Tuesday, March 22, 2011

Quality of your thinking

The first stage of any spiritual exercise is to spend time looking for any traces of Christ inside. Being generous with myself as I can be with others I will be able to find quite a few. I am generous, loyal, encouraging. Of course, my mind always add a "but" - as in, generous yes, but how about that time when I wasn't? How about loyal? Sure, loyal when it suits you....and so on.

"As he thinketh in his heart, so is he." (Prov 23:7) Why is that? The version in the NIV reads: "For he is the kind of person who is always thinking about the cost."

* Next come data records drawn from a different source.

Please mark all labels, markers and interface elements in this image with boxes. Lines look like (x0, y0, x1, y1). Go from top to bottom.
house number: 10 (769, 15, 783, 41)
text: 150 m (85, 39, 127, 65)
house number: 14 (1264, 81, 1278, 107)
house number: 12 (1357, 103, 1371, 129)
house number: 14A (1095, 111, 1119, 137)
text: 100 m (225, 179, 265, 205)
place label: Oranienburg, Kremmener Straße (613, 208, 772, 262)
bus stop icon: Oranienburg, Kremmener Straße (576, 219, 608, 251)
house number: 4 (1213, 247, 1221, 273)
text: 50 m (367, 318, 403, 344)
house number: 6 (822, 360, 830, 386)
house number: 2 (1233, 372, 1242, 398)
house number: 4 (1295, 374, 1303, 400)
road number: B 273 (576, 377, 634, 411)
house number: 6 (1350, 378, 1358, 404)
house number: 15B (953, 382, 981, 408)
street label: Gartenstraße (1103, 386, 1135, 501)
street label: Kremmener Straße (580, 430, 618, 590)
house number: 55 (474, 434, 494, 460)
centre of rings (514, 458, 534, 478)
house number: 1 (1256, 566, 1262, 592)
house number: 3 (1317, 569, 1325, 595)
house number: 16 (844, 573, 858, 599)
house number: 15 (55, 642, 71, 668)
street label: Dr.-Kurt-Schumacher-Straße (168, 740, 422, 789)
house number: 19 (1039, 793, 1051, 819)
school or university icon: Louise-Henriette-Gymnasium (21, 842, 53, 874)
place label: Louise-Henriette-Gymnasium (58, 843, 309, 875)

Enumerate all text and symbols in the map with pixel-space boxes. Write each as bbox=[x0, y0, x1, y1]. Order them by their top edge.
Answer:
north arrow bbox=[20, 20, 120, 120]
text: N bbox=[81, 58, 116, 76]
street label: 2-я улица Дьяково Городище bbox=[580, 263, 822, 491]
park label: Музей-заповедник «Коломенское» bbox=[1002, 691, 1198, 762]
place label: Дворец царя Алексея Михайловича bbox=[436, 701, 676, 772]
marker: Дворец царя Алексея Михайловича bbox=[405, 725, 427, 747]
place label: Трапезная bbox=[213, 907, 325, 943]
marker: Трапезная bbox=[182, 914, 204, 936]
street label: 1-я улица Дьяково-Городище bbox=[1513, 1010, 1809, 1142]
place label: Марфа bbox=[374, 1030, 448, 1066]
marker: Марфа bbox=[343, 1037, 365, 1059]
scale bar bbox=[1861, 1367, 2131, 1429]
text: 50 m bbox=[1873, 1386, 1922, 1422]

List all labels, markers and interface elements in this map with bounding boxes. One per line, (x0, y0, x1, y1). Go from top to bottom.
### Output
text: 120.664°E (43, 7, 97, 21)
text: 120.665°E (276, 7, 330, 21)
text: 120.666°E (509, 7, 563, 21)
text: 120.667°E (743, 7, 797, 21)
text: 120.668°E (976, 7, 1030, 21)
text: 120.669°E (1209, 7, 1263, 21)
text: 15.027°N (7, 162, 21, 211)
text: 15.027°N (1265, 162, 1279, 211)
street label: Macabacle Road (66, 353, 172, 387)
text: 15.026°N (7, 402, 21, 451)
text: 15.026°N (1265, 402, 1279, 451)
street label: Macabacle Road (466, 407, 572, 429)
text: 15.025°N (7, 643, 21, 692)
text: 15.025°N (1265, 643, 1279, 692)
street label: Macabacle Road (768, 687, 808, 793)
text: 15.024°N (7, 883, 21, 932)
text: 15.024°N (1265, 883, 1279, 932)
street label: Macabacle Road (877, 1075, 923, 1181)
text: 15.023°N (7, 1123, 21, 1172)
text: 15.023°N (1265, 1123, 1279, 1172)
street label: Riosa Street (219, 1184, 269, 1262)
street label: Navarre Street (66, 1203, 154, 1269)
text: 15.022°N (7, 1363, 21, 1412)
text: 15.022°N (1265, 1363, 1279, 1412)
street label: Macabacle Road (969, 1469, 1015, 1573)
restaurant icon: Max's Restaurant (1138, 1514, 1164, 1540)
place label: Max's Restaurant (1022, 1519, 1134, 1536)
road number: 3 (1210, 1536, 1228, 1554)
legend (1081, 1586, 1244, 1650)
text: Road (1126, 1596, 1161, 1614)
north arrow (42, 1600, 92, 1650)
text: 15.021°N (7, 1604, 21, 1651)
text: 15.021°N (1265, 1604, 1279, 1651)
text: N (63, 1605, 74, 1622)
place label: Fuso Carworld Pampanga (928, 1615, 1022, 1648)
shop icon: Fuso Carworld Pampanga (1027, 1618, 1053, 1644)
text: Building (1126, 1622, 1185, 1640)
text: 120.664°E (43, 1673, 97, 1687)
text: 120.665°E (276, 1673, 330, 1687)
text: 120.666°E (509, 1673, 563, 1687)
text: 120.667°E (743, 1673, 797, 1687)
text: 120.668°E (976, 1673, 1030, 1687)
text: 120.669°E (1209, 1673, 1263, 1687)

In 1902 James Allen published an influential essay called "As a Man Thinketh":

Mind is the Master power that moulds and makes,
And Man is Mind, and evermore he takes
The tool of Thought, and, shaping what he wills,
Brings forth a thousand joys, a thousand ills: —
He thinks in secret, and it comes to pass:
Environment is but his looking-glass.


In 2006 the best-selling self-help book The Secret written by Rhonda Byrne states:

Whatever is going on in your mind is what you are attracting. We are like magnets - like attract like. You become and attract what you think.


My grandfather always used to say that the world was a mirror, reflecting back to me who I really was. I have no proof, but I do not doubt that my grandfather, a voracious reader of obscure writings, probably read Allen.

But, there is something that has always bothered me, there is something dangerous about this way of thinking. The focus is how I think, how I feel, how I, how I...it is all about me! So there is a quality of thinking which is not always good. If I spend all my time staring at the mirror I might just forget to look beyond it, at my neighbor.

Everyone knows the myth of Narcissus: Narcissus was a hunter from who was renowned for his beauty. He was exceptionally proud of his own beauty to the point that he disdained those who loved him. The goddess Nemesis (who was the spirit of divine retribution against those who succumb to hubris and arrogance before the gods) saw his arrogance and attracted Narcissus to a pool where he saw his own reflection in the waters and fell in love with it, not realizing it was merely an image. Unable to leave the beauty of his reflection, Narcissus died slowly, without ever being able to look away.

At this point I think of one of my favorite passages from Paul: Philippians 4:1-9. Without a doubt if Narcissus had read Paul he would have avoided a slow, debilitating death entranced by his own beauty...There are other small "exercises" which can be done on a daily basis, on an hourly basis, anywhere, anytime, simple exercises to orient my thinking to God and God's will:

* I will focus my thinking upon heavenly, not earthly, things (Col.3:2; Phil.3:19-20; 4:8).
* I will think humble thoughts, not proud ones (Rm.12:2-3).
* I will set my thoughts upon things that unite me with my fellow believers, rather than separating me from them (Rom.12:16; 15:5; 2Cor.13:11; 1Pet.3:8).
* I will think like the Son, and not like the self-interested (Phil.2:2-4).
* I will think like the Spirit, not like the flesh (Rm.8:6).
* I will think maturely not childishly (1Cor.13:11; Phil.3:15).